Bookmark #387

When I walk home, I often think of running away. It usually happens on days when I feel I have given all I have to offer. I play with the idea of how if I were to leave everything I call my life, go someplace and start again, who or what would I become? Humouring myself with the ideas that come from all directions, all possible futures, I finally realise how even if things were different for a few months or even years, I would eventually end up with a life quite similar to the one I have, and when I say life, I mean how I feel about my days, what I do when I’m not given something to do, and who I am when nobody is watching. All else is a farce—the vocations changed like seasons, as they should, and everyone acted a little different around other people, as they do. Life was what we lived despite the world.

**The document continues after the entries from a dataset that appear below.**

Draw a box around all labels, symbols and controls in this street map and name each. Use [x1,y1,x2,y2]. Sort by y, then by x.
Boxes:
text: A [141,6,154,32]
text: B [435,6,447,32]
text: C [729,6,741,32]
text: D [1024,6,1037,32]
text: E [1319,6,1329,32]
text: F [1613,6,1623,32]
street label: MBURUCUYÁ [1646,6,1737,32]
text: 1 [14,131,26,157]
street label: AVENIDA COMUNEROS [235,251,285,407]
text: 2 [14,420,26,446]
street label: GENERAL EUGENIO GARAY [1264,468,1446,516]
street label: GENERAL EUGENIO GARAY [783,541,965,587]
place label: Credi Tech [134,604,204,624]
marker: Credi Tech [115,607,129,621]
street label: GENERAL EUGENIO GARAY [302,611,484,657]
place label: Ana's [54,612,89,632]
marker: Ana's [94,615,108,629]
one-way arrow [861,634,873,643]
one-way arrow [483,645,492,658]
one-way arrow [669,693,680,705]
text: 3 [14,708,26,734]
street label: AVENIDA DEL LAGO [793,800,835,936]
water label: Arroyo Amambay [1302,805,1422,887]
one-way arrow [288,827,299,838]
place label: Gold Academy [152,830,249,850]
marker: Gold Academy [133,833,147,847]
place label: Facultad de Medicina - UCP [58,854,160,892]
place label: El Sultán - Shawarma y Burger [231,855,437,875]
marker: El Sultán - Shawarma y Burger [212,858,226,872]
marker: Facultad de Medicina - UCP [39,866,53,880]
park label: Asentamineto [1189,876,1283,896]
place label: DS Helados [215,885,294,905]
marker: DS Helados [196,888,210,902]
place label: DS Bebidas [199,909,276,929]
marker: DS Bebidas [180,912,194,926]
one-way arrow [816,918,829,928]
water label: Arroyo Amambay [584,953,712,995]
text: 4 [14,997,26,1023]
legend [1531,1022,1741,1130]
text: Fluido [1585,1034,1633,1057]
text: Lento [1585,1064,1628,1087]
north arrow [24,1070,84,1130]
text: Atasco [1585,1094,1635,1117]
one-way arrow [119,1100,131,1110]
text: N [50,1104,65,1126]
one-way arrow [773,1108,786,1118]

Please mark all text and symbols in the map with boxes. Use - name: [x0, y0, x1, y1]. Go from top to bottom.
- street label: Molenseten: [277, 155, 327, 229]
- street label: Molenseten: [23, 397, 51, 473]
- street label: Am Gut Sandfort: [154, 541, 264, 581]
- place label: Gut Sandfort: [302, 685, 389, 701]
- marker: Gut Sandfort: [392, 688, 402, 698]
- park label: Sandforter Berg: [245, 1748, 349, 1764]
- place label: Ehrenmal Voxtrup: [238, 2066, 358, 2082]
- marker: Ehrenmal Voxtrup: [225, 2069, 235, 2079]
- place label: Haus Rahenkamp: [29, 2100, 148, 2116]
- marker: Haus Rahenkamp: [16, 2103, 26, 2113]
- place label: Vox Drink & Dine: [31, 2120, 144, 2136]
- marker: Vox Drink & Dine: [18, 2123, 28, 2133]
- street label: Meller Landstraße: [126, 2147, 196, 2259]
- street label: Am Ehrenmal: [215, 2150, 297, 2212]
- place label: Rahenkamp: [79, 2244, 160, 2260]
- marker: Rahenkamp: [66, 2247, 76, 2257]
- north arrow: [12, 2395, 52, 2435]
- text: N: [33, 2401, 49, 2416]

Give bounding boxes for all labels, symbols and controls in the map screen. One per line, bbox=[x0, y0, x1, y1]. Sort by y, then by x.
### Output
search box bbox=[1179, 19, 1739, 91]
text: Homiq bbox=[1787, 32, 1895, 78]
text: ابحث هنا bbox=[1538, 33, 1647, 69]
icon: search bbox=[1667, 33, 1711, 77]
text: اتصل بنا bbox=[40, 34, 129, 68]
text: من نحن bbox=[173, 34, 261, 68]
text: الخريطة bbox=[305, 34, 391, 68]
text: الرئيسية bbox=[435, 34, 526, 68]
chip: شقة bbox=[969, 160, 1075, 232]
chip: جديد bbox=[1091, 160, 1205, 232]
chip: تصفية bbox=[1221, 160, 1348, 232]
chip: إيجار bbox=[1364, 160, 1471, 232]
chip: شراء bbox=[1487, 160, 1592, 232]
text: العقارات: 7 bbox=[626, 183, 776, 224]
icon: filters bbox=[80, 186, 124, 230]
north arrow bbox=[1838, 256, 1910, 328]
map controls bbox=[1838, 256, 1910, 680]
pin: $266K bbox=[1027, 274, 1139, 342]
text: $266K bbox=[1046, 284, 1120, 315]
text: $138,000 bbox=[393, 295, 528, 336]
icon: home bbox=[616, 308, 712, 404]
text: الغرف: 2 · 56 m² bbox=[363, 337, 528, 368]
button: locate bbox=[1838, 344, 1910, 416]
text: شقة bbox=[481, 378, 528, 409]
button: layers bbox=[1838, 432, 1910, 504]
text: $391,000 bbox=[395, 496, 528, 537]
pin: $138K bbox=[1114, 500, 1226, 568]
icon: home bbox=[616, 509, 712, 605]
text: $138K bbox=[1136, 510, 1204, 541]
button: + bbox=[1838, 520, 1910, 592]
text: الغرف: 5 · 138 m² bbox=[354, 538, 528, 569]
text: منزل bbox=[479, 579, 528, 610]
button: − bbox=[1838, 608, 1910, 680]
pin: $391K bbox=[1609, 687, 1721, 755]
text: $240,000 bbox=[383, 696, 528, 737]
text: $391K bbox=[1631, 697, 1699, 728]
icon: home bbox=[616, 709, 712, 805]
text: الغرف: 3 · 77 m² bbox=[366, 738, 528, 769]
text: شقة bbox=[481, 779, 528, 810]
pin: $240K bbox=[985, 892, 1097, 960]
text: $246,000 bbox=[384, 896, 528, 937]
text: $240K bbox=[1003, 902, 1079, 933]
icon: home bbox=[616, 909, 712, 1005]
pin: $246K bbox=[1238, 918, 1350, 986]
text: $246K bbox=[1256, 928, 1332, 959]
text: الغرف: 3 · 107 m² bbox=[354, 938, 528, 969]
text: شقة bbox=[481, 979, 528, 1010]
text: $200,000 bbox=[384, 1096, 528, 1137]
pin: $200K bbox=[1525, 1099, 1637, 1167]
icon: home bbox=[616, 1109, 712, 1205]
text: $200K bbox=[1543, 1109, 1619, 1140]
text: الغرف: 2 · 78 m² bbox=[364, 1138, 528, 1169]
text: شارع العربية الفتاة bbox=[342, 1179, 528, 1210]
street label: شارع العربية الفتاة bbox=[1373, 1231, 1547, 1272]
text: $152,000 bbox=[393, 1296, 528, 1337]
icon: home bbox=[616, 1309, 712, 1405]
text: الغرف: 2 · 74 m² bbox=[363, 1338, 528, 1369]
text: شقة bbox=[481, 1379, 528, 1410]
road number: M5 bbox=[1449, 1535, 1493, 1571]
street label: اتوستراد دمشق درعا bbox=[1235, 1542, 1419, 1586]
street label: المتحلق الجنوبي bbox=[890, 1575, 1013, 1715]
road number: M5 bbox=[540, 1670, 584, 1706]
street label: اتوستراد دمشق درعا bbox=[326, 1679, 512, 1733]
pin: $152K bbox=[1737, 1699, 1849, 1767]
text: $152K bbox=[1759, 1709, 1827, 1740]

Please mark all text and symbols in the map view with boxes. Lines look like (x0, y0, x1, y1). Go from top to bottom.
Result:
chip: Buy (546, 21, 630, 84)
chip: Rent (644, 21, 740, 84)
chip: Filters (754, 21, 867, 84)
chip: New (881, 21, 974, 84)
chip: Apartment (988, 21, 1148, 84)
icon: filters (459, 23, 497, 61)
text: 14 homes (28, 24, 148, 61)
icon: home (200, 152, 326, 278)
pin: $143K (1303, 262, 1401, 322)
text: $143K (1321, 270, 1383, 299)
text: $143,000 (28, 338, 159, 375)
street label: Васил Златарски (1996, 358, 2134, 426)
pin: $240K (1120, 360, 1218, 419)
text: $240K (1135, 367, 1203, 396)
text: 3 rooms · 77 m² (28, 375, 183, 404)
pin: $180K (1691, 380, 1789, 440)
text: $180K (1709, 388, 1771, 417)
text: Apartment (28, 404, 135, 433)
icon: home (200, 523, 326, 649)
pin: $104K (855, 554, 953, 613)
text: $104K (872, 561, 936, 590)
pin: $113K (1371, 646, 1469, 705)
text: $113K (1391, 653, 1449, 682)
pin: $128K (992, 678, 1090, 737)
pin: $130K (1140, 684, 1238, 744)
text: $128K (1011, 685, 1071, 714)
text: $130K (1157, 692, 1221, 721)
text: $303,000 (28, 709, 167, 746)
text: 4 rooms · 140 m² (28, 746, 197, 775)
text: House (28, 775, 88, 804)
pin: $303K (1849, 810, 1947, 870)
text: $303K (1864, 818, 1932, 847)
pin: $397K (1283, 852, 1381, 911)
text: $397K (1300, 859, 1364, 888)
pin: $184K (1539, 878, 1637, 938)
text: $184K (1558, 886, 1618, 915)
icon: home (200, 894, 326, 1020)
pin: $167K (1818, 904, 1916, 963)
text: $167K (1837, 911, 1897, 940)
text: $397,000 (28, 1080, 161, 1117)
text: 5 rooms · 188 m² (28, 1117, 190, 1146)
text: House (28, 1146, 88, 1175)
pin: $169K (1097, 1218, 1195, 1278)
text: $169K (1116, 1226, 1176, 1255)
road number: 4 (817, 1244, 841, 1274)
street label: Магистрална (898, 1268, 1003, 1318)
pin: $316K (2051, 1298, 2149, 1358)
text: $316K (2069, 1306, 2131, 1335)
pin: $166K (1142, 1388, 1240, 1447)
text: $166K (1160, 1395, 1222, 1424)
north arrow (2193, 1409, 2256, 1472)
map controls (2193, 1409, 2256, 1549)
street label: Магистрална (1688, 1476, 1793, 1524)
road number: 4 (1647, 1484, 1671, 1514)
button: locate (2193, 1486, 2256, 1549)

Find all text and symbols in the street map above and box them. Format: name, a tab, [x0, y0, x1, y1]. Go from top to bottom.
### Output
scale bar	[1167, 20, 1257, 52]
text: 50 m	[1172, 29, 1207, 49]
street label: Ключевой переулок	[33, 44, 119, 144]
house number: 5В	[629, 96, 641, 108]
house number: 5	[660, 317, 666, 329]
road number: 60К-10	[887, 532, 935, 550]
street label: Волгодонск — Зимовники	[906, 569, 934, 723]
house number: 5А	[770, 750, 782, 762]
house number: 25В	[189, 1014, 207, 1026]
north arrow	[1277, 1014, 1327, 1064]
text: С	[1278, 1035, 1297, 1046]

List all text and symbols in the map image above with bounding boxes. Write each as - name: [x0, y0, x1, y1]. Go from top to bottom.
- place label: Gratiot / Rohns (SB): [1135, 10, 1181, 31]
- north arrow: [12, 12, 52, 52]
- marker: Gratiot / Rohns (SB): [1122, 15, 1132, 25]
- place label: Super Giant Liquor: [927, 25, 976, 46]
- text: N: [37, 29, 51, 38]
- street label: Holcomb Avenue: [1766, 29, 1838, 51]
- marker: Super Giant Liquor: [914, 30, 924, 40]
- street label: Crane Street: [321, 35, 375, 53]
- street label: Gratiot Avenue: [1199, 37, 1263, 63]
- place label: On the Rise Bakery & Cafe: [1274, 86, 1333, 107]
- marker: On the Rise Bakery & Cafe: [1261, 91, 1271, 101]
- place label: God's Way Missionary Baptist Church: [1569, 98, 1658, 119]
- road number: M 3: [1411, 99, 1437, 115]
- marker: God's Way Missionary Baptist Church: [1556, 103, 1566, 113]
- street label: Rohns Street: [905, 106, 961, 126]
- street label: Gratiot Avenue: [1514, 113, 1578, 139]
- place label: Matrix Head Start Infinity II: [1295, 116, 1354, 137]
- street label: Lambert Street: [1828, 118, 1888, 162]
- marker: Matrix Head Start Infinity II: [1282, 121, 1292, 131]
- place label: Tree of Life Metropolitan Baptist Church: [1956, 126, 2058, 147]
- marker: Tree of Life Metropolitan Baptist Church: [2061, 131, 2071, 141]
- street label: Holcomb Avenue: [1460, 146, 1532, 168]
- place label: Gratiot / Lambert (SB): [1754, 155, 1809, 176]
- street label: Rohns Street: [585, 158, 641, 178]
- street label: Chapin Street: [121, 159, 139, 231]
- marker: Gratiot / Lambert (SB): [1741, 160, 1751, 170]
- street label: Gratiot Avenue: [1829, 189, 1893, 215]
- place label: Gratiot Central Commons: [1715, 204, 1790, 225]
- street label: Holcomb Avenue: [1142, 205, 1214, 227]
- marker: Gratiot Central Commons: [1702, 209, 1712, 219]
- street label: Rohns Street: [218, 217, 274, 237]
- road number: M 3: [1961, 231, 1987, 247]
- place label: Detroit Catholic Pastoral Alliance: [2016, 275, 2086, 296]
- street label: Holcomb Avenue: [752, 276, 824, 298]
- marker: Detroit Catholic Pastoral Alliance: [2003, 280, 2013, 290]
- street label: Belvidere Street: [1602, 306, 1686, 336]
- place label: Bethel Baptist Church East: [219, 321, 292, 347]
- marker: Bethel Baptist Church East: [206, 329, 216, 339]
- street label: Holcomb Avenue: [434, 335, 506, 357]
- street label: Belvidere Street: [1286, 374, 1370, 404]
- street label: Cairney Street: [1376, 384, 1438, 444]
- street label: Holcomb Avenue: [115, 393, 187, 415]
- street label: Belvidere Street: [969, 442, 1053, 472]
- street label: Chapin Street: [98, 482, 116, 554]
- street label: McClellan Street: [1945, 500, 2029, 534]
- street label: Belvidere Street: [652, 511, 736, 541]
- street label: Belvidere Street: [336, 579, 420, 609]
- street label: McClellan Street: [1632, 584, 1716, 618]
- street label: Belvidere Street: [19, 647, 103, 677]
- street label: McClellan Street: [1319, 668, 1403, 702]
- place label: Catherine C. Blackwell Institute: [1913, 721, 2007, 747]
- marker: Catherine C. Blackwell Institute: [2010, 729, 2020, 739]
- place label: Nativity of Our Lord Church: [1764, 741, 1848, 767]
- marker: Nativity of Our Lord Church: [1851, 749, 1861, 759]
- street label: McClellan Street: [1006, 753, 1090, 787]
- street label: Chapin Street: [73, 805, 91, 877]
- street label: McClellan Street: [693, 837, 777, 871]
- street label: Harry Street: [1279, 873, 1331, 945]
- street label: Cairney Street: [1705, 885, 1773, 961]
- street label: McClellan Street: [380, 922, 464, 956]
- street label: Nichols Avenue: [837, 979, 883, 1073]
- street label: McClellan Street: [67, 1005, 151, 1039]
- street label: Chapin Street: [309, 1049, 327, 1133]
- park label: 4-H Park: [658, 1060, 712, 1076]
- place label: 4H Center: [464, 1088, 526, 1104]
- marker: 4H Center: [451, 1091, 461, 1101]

My feet were rooted in the everyday. It was because I knew magic existed, and it takes time, and when I say magic, I only mean the serendipity, the randomness of the world. There is no grand scheme at play. No person is meant to be anything they are not currently, and if they become something eventually, they were whatever they become to begin with. Life was not a process of becoming; it was a process of uncovering. I am already all the people I have been and all the people I will be; I will just meet myself again at different times. If some paradise, some future which bleeds of colour, did exist, the road to it was as much in the simple act of doing dishes as it was in the journey of a lifetime. It was all about how we sculpted our time with our hands. No one had a say in what our life was about.

Running away, then, was a fool’s errand. I would go for miles only to end up at some cafe, to sit still and ponder over things in the evenings, and if I didn’t find one, I would sit and think anyhow. I would do this in every corner of the world, in all worlds possible, in all times, and all lives I ever live.